TASK TO COMPLETE. Report each line of the data that includes the word "rotate".

EXTRACTED DATA.

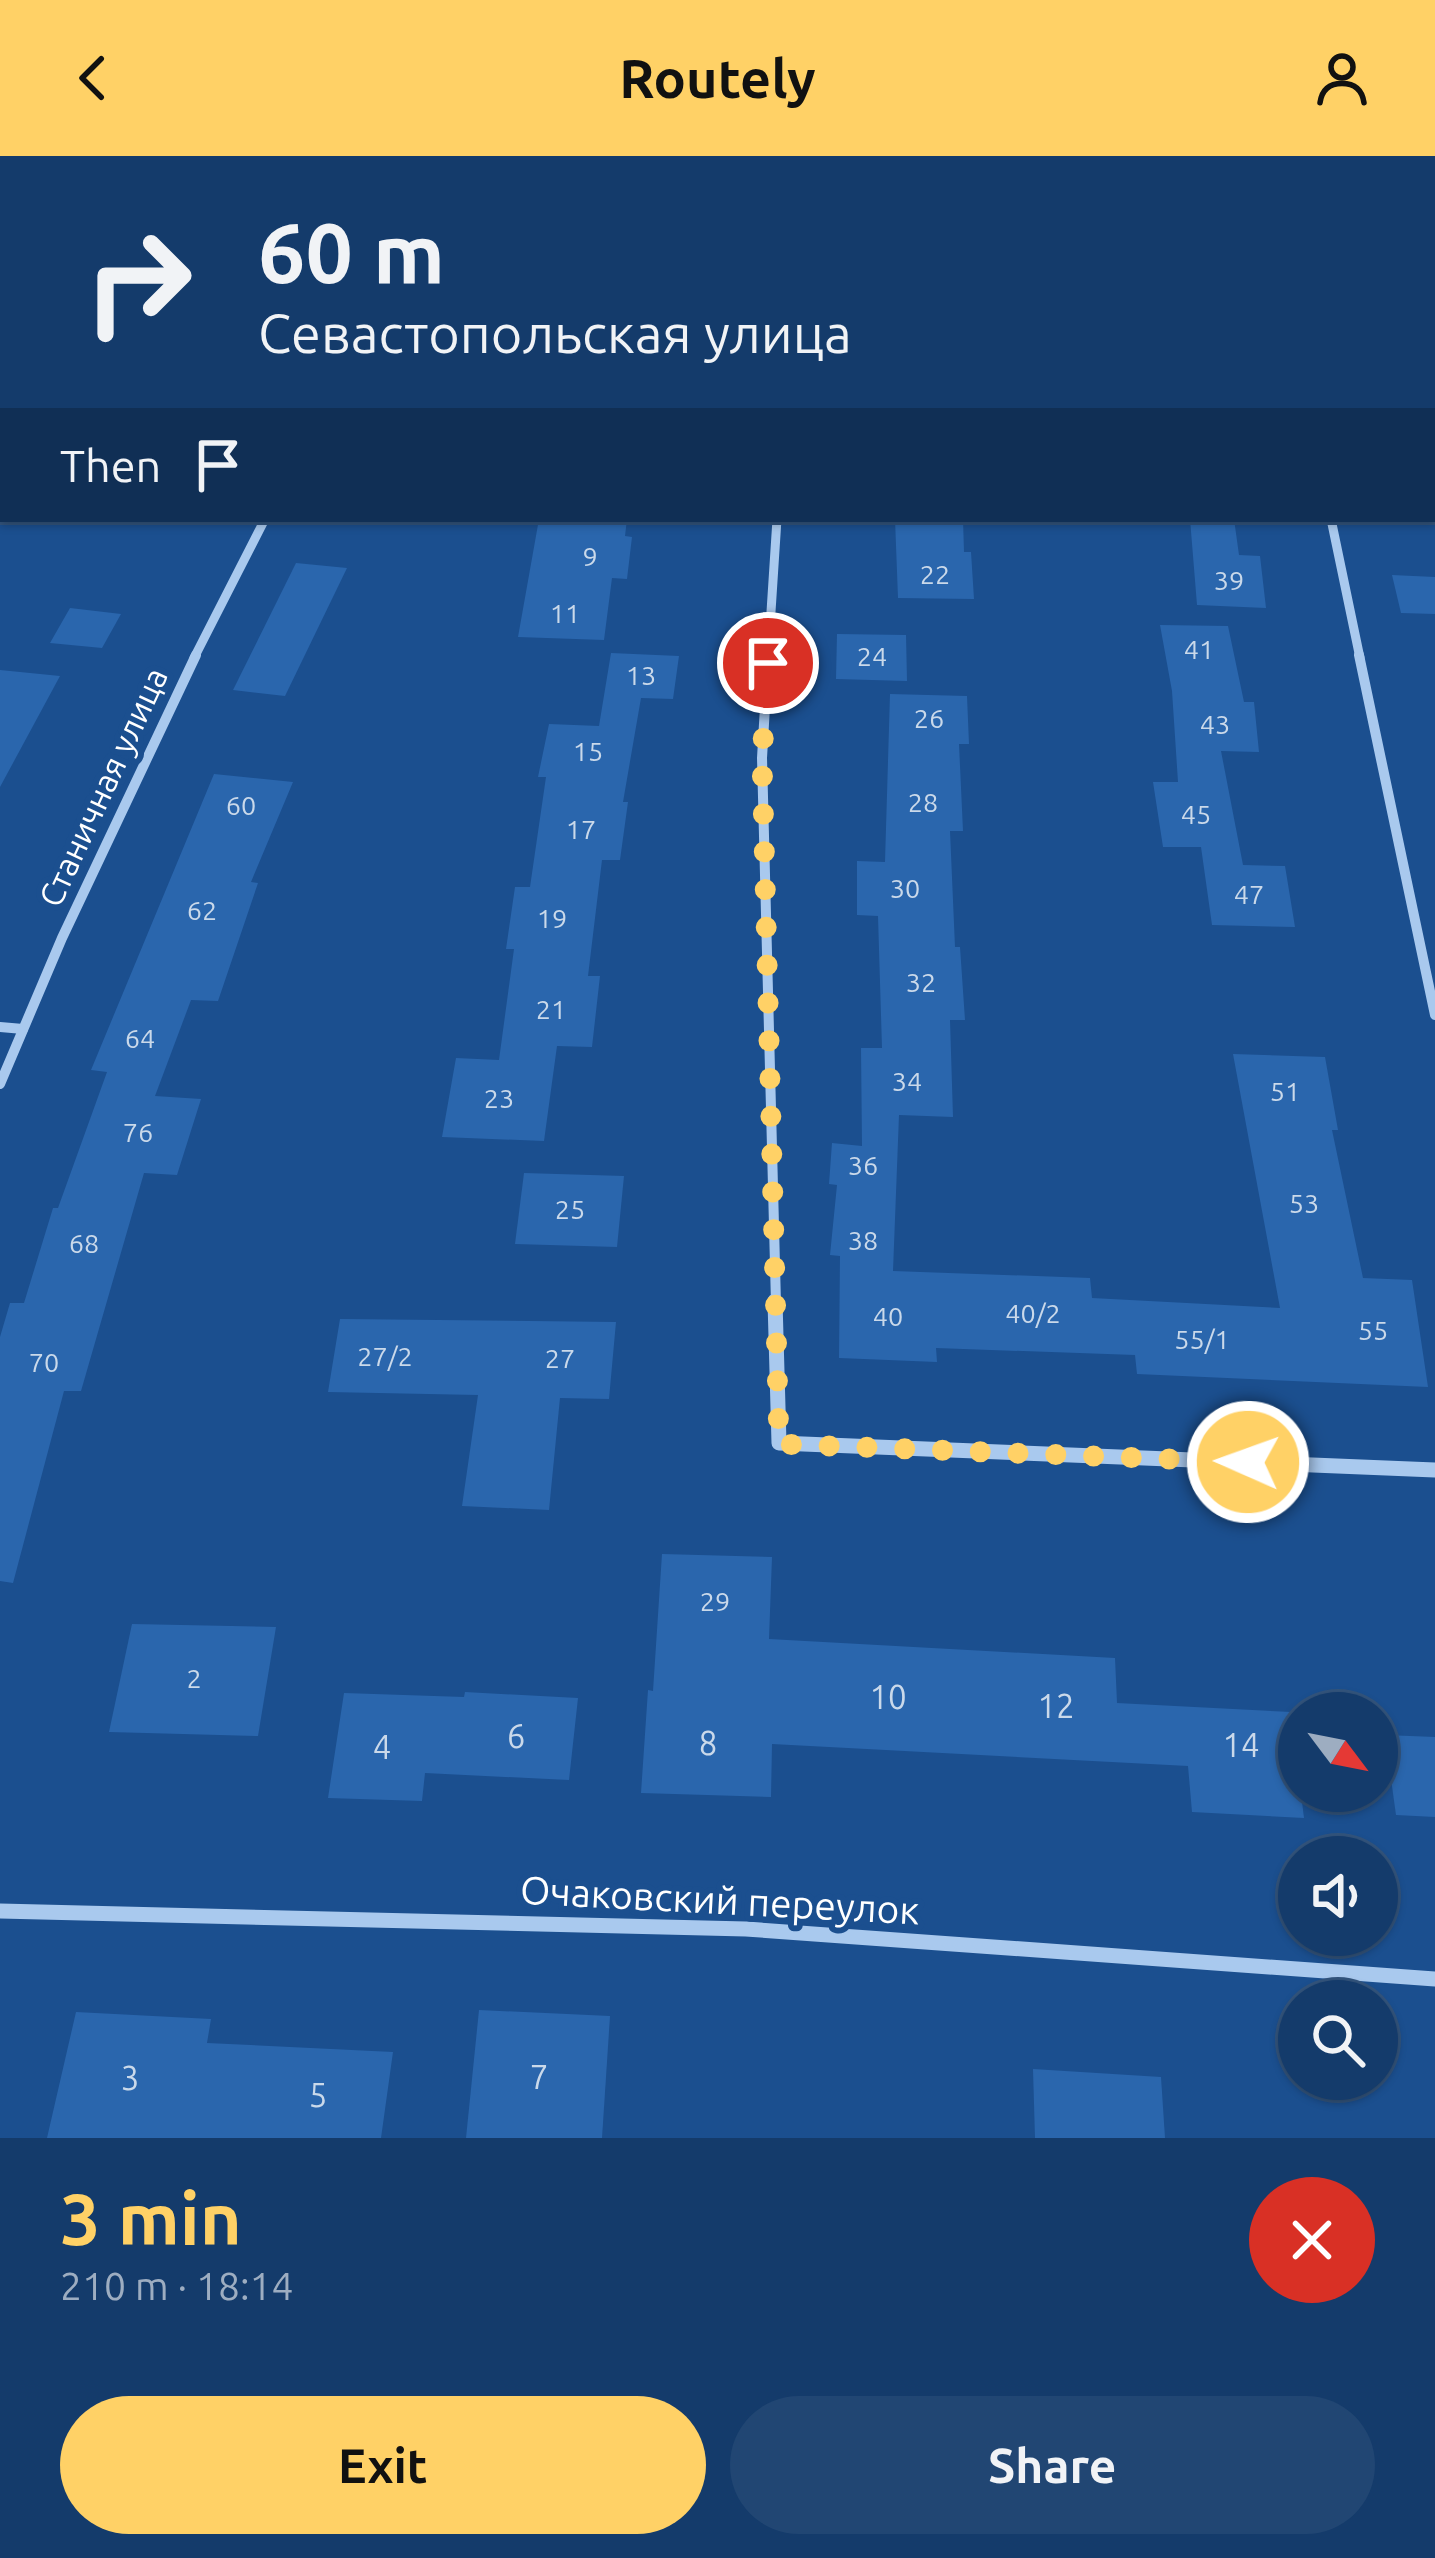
<!DOCTYPE html>
<meta charset="utf-8">
<style>
:root{--surface:#143b6b;--page:#214673;--text:#f1f3f6;--muted:#9dadc1;--line:#33557e;--accent:#ffd166}
body{margin:0;font-family:Ubuntu,sans-serif;background:var(--page);color:var(--text);height:100vh;display:flex;flex-direction:column;font-size:45px;white-space:nowrap}
*{box-sizing:border-box;margin:0}
p{font-size:39px;color:var(--muted)}
.icon{flex:none;width:66px;height:66px;fill:none;stroke:currentColor;stroke-width:2;stroke-linecap:round;stroke-linejoin:round}
.map{position:relative;height:1982px;overflow:hidden}
.side{display:flex;flex-direction:column;background:var(--surface);flex:1}
.side>*{flex:none}
.guide{position:absolute;left:0px;top:0px;width:1437px;height:366px;box-shadow:0 3px 9px #0004,0 0 0 3px var(--line);background:#143b6b;color:var(--text);overflow:hidden}
.needle{width:78px;rotate:122deg}
.tools{position:absolute;left:1278px;top:1536px;display:grid;gap:24px}
.tools a{display:grid;place-items:center;width:120px;height:120px;border-radius:50%;background:var(--surface);box-shadow:0 3px 9px #0004,0 0 0 3px var(--line);font-size:60px}
.pin{position:absolute;display:grid;place-items:center;width:102px;height:102px;color:#fff;margin:-51px;border:6px solid #fff;border-radius:50%;box-shadow:0 3px 12px #0007}
.me{position:absolute;width:132px;margin:-66px;rotate:272deg;stroke-linejoin:round;filter:drop-shadow(0 0 9px #0008)}
.turn{display:flex;align-items:center;gap:42px;height:252px;padding:0 60px;font-size:54px}
.turn .icon{width:156px;height:156px;stroke-width:2.5}
.turn b{display:block;font-size:84px;line-height:102px}
.then{display:flex;align-items:center;height:114px;padding:0 60px;background:#0003;gap:24px;font-size:45px}
.round{display:grid;place-items:center;flex:none;width:126px;height:126px;border-radius:63px;background:var(--page)}
.head{display:flex;align-items:center;justify-content:space-between;height:204px;padding:0 60px}
h1{font-size:72px;font-weight:700;line-height:90px;color:var(--accent)}
.cta{display:flex;gap:24px;margin-top:auto;padding:24px 60px}
.cta a{flex:1;height:138px;border-radius:72px;background:var(--accent);color:#111;font-size:48px;font-weight:700;line-height:138px;text-align:center}
.cta a+a{background:var(--page);color:var(--text)}
header{display:flex;justify-content:space-between;align-items:center;height:156px;padding:0 60px;background:var(--accent);color:#111;font-size:54px;font-weight:700}
.map>svg:first-child{display:block}
.building{fill:#2a66ad}
.lines{fill:none;stroke-linecap:round;stroke-linejoin:round}
.minor-far2{stroke:#a9c9ee;stroke-width:9}
.minor-far1{stroke:#a9c9ee;stroke-width:10}
.minor{stroke:#a9c9ee;stroke-width:15}
.route{stroke:#ffd166;stroke-width:21;stroke-dasharray:0 37.8}
.labels{text-anchor:middle;stroke-width:12;stroke-linejoin:round;paint-order:stroke}
.number-label{font-size:27px;fill:#cad9ea}
.street-label{font-size:33px;fill:#fff;stroke:#1b4f8f}
.near-number-label{font-size:33px;fill:#cad9ea}
.near-street-label{font-size:39px;fill:#fff;stroke:#1b4f8f}
</style>
<header><svg class="icon" aria-label="back" viewBox="0 0 24 24"><path d="M15 5l-7 7 7 7"/></svg>Routely<svg class="icon" aria-label="person" viewBox="0 0 24 24"><circle cx="12" cy="8" r="4"/><path d="M4 21q1-7 8-7t8 7"/></svg></header>
<div class="map">
<svg width="1435" height="1982" viewBox="0 0 1435 1982">
<rect width="100%" height="100%" fill="#1b4f8f"/>
<!-- building -->
<g class="building">
<polygon points="539,363 627,363 625,380 632,381 627,423 612,422 604,484 518,481"/>
<polygon points="895,363 963,363 964,396 971,396 974,443 898,442"/>
<polygon points="1190,363 1234,363 1239,399 1260,400 1266,452 1197,449"/>
<polygon points="296,407 347,412 285,540 233,534"/>
<polygon points="1392,419 1435,421 1435,458 1401,457"/>
<polygon points="70,452 121,458 102,492 50,487"/>
<polygon points="1160,469 1228,470 1244,546 1254,546 1259,596 1221,595 1243,709 1285,710 1295,771 1212,769 1201,691 1163,691 1153,626 1178,626 1172,535"/>
<polygon points="837,478 906,479 907,525 836,523"/>
<polygon points="611,497 679,500 673,543 641,542 623,646 628,646 620,704 602,704 588,820 600,820 592,891 557,890 544,985 442,981 456,902 499,904 514,793 506,793 515,731 530,731 546,621 538,621 549,568 599,570"/>
<polygon points="0,514 60,520 0,631"/>
<polygon points="890,538 967,540 969,588 959,588 963,675 950,675 955,791 960,791 965,864 950,864 953,961 899,959 893,1115 1090,1122 1092,1142 1280,1152 1233,898 1325,901 1338,974 1332,974 1363,1122 1412,1124 1428,1231 1137,1218 1135,1199 936,1192 937,1206 839,1202 840,1100 830,1099 837,1029 829,1028 832,987 862,990 861,892 882,892 878,760 857,759 857,705 885,706"/>
<polygon points="214,618 293,626 251,726 258,727 218,845 191,844 155,940 201,943 177,1019 144,1017 81,1235 64,1235 13,1427 0,1425 0,1181 10,1147 24,1147 53,1052 58,1052 107,916 91,914"/>
<polygon points="524,1017 624,1020 617,1091 515,1088"/>
<polygon points="340,1163 616,1166 609,1243 560,1242 549,1354 462,1350 478,1239 328,1236"/>
<polygon points="662,1398 772,1401 769,1483 1115,1502 1117,1547 1291,1556 1304,1662 1192,1656 1188,1610 772,1588 771,1641 641,1637 648,1534 653,1535"/>
<polygon points="132,1468 276,1471 258,1580 109,1576"/>
<polygon points="465,1536 578,1542 569,1624 425,1617 422,1645 328,1642 344,1537 464,1541"/>
<polygon points="1385,1579 1435,1581 1435,1661 1396,1659"/>
<polygon points="479,1854 610,1860 602,1982 466,1982"/>
<polygon points="76,1856 211,1863 207,1887 393,1896 381,1982 47,1982"/>
<polygon points="1033,1913 1161,1921 1165,1982 1035,1982"/>
</g>
<g class="lines">
<!-- minor-far2 -->
<g class="minor-far2">
<polyline points="1331,363 1360,502"/>
<polyline points="194,502 265,363"/>
<polyline points="768,502 777,363"/>
</g>
<!-- minor-far1 -->
<g class="minor-far1">
<polyline points="768,499 762,602 776,1148"/>
<polyline points="1359,499 1435,859"/>
<polyline points="0,871 23,873"/>
<polyline points="0,928 62,782 196,499"/>
</g>
<!-- minor -->
<g class="minor">
<polyline points="775,1145 779,1287 1435,1314"/>
<polyline points="0,1755 746,1773 1435,1823"/>
</g>
</g>
<g class="lines">
<!-- route -->
<polyline class="route" points="768,507 762,602 779,1288 1248,1306"/>
</g>
<g class="labels">
<!-- number labels -->
<g class="number-label">
<text x="590" y="410">9</text>
<text x="935" y="428">22</text>
<text x="1229" y="434">39</text>
<text x="565" y="467">11</text>
<text x="1199" y="503">41</text>
<text x="872" y="510">24</text>
<text x="641" y="529">13</text>
<text x="929" y="572">26</text>
<text x="1215" y="578">43</text>
<text x="588" y="605">15</text>
<text x="923" y="656">28</text>
<text x="241" y="659">60</text>
<text x="1196" y="668">45</text>
<text x="581" y="683">17</text>
<text x="905" y="742">30</text>
<text x="1249" y="748">47</text>
<text x="202" y="764">62</text>
<text x="552" y="772">19</text>
<text x="921" y="836">32</text>
<text x="551" y="863">21</text>
<text x="140" y="892">64</text>
<text x="907" y="935">34</text>
<text x="1285" y="945">51</text>
<text x="499" y="952">23</text>
<text x="138" y="986">76</text>
<text x="863" y="1019">36</text>
<text x="1304" y="1057">53</text>
<text x="570" y="1063">25</text>
<text x="863" y="1094">38</text>
<text x="84" y="1097">68</text>
<text x="1033" y="1167">40/2</text>
<text x="888" y="1170">40</text>
<text x="1373" y="1184">55</text>
<text x="1202" y="1193">55/1</text>
<text x="385" y="1210">27/2</text>
<text x="560" y="1212">27</text>
<text x="44" y="1216">70</text>
<text x="715" y="1455">29</text>
<text x="194" y="1532">2</text>
</g>
<!-- street labels -->
<g class="street-label">
<text transform="translate(103 631) rotate(-65)" y="12">Станичная улица</text>
</g>
<!-- near-number labels -->
<g class="near-number-label">
<text x="888" y="1553">10</text>
<text x="1056" y="1562">12</text>
<text x="516" y="1592">6</text>
<text x="708" y="1599">8</text>
<text x="1241" y="1601">14</text>
<text x="382" y="1603">4</text>
<text x="539" y="1933">7</text>
<text x="130" y="1934">3</text>
<text x="318" y="1951">5</text>
</g>
<!-- near-street labels -->
<g class="near-street-label">
<text transform="translate(720 1744) rotate(3)" y="14">Очаковский переулок</text>
</g>
</g>
</svg>
<div class="tools">
<a><svg class="needle" viewBox="-14 -14 28 28"><path d="M0-13l5 13h-10z" fill="#e53935"/><path d="M0 13l5-13h-10z" fill="#9dadc1"/></svg></a>
<a><svg class="icon" aria-label="sound" viewBox="0 0 24 24"><path d="M4 9h4l5-4v14l-5-4H4zM17 9q2 3 0 6"/></svg></a>
<a><svg class="icon" aria-label="search" viewBox="0 0 24 24"><circle cx="10" cy="10" r="6"/><path d="M15 15l6 6"/></svg></a>
</div>
<div class="pin" style="left:768px;top:507px;background:#d93025"><svg class="icon" aria-label="arrive" viewBox="0 0 24 24"><path d="M6 21V4h12l-3 4 3 4H6"/></svg></div>
<svg class="me" style="left:1248px;top:1306px" viewBox="-20 -20 40 40"><circle r="17" fill="#ffd166" stroke="#fff" stroke-width="3"/><path d="M0-11L8 9 0 5-8 9z" fill="#fff"/></svg>
<div class="guide">
<div class="turn"><svg class="icon" aria-label="right" viewBox="0 0 24 24"><path d="M7 20v-9h11M14 6l5 5-5 5"/></svg><div><b>60 m</b>Севастопольская улица</div></div>
<div class="then">Then<svg class="icon" aria-label="arrive" viewBox="0 0 24 24"><path d="M6 21V4h12l-3 4 3 4H6"/></svg></div>
</div>
</div>
<section class="side">
<div class="head"><div><h1>3 min</h1><p>210 m · 18:14</p></div><a class="round" style="background:#d93025;color:#fff"><svg class="icon" aria-label="close" viewBox="0 0 24 24"><path d="M6 6l12 12M18 6L6 18"/></svg></a></div>
<div class="cta"><a>Exit</a><a>Share</a></div>
</section>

EXERCISE RESPONSE.
.needle{width:78px;rotate:122deg}
.me{position:absolute;width:132px;margin:-66px;rotate:272deg;stroke-linejoin:round;filter:drop-shadow(0 0 9px #0008)}
<text transform="translate(103 631) rotate(-65)" y="12">Станичная улица</text>
<text transform="translate(720 1744) rotate(3)" y="14">Очаковский переулок</text>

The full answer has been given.